Multilingual-To-Multimodal (M2M): Unlocking New Languages with Monolingual Text
Piyush Singh Pasi

TL;DR
The paper presents M2M, a simple yet effective linear alignment method that leverages monolingual text to enable multilingual multimodal models to perform well across languages and tasks, including zero-shot image and audio retrieval.
Contribution
M2M introduces a lightweight linear transformation approach that aligns multilingual text embeddings with multimodal space using only English data, enhancing zero-shot multilingual multimodal performance.
Findings
M2M achieves 94.9% Recall@10 in English image retrieval.
M2M attains 89.5% average Recall@10 across 11 unseen languages.

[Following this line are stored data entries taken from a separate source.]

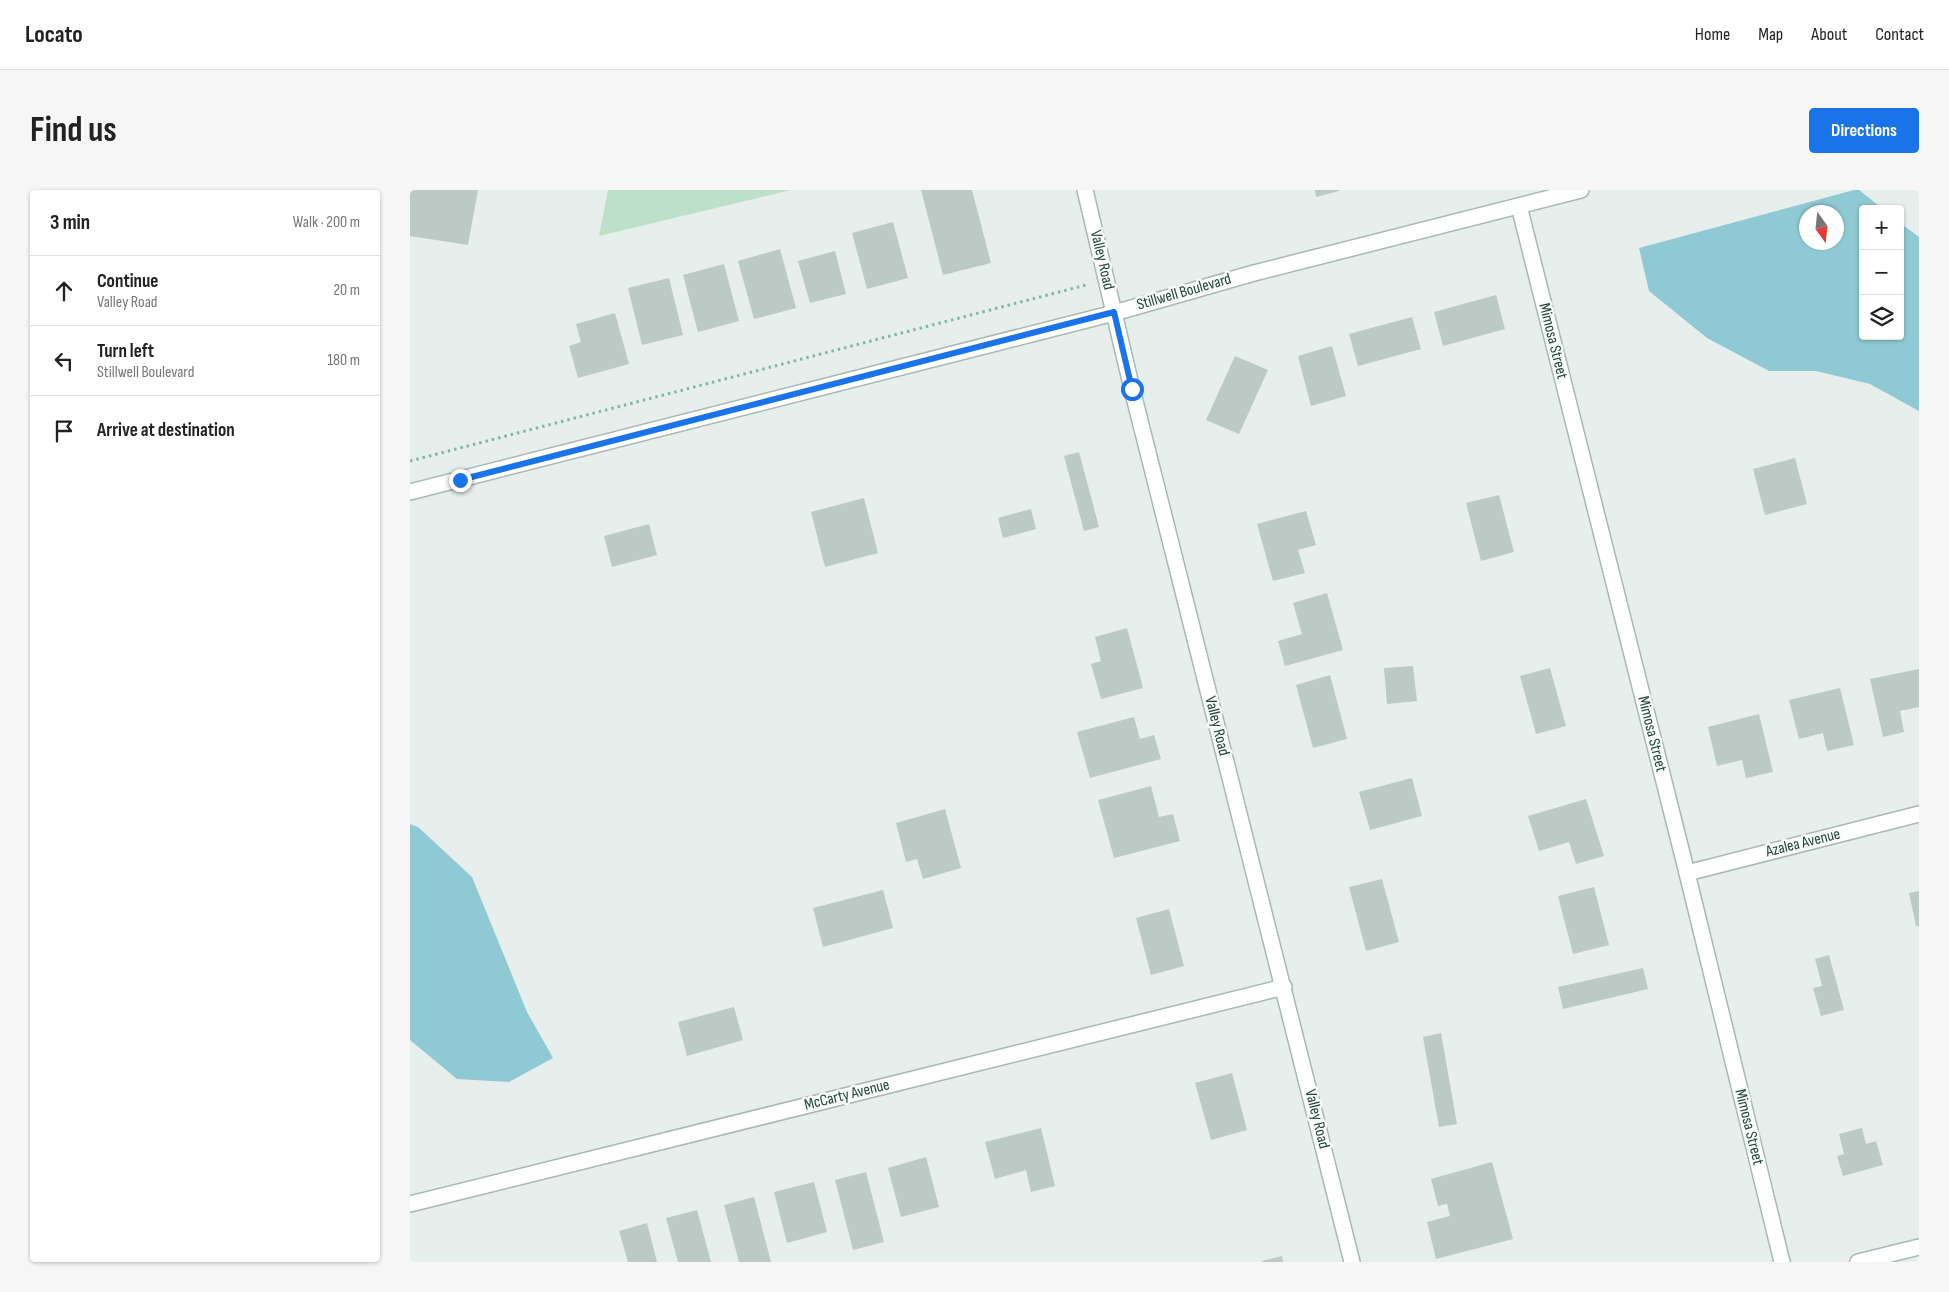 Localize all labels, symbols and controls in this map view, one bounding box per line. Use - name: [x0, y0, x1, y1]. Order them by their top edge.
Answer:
- text: Locato: [25, 20, 83, 49]
- text: Home: [1695, 24, 1730, 45]
- text: Map: [1758, 24, 1783, 45]
- text: About: [1811, 24, 1847, 45]
- text: Contact: [1875, 24, 1924, 45]
- button: Directions: [1809, 108, 1919, 153]
- text: Find us: [30, 109, 117, 152]
- north arrow: [1799, 205, 1844, 250]
- map controls: [1859, 205, 1904, 340]
- button: +: [1859, 205, 1904, 250]
- text: 3 min: [50, 210, 90, 235]
- text: Walk · 200 m: [293, 213, 360, 232]
- street label: Valley Road: [1086, 228, 1118, 292]
- button: −: [1859, 250, 1904, 295]
- street label: Stillwell Boulevard: [1135, 269, 1233, 315]
- text: Continue: [97, 270, 158, 293]
- icon: ahead: [50, 277, 78, 305]
- text: 20 m: [333, 281, 360, 300]
- text: Valley Road: [97, 293, 158, 312]
- button: layers: [1859, 295, 1904, 340]
- street label: Mimosa Street: [1534, 301, 1572, 381]
- text: Turn left: [97, 340, 154, 363]
- icon: left: [50, 347, 78, 375]
- text: 180 m: [327, 351, 360, 370]
- text: Stillwell Boulevard: [97, 363, 194, 382]
- route start: [1121, 378, 1144, 401]
- icon: arrive: [50, 417, 78, 445]
- text: Arrive at destination: [97, 419, 235, 442]
- route end: [449, 469, 472, 492]
- street label: Valley Road: [1200, 694, 1234, 758]
- street label: Mimosa Street: [1633, 694, 1671, 774]
- street label: Azalea Avenue: [1763, 825, 1842, 862]
- street label: McCarty Avenue: [802, 1075, 892, 1115]
- street label: Valley Road: [1300, 1087, 1334, 1151]
- street label: Mimosa Street: [1730, 1087, 1768, 1167] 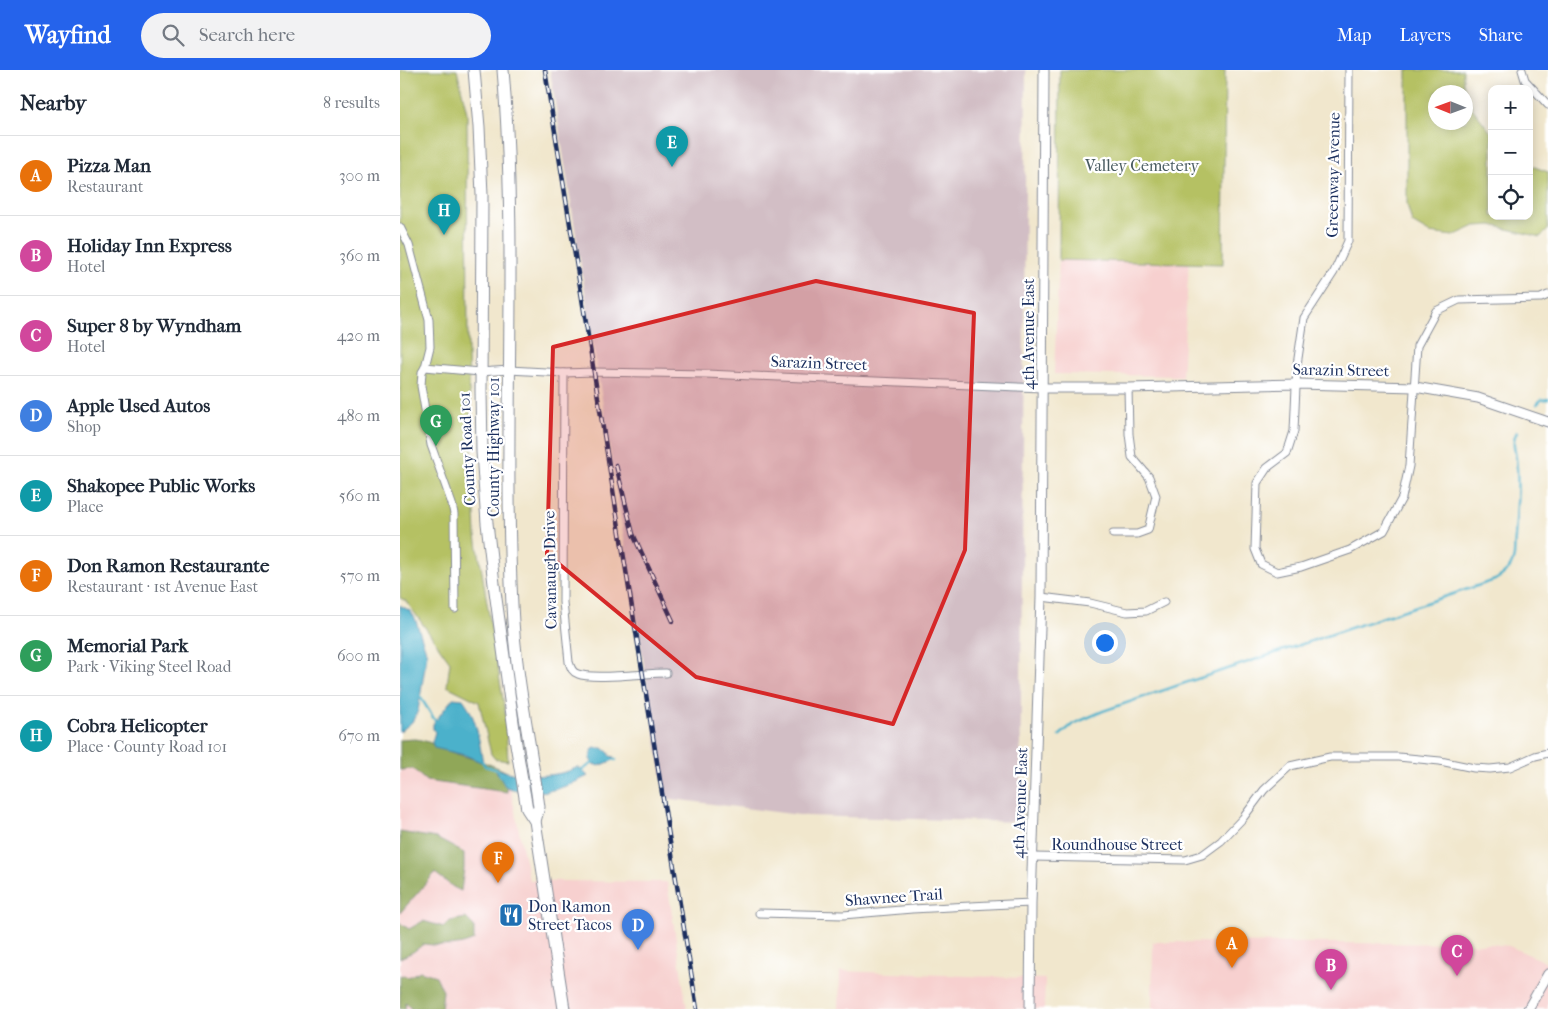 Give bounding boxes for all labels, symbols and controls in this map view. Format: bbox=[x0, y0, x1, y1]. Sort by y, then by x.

M2M demonstrates robustness in audio-text retrieval and image generation tasks.
Abstract
Multimodal models excel in English, supported by abundant image-text and audio-text data, but performance drops sharply for other languages due to limited multilingual multimodal resources. Existing solutions rely on machine translation, while advances in multilingual text modeling remain underutilized. We introduce M2M, a lightweight alignment method that learns only a few linear layers--using English text alone--to map multilingual text embeddings into multimodal space. Despite its simplicity, M2M matches baseline performance in English (94.9% Recall@10) and achieves strong zero-shot transfer (89.5% Recall@10 averaged across 11 languages, 10 unseen) on XTD Text-to-Image retrieval. Qualitative t-SNE visualizations show that multilingual embeddings align tightly with multimodal representations, while weight analysis reveals that the transformation reshapes embedding geometry rather than…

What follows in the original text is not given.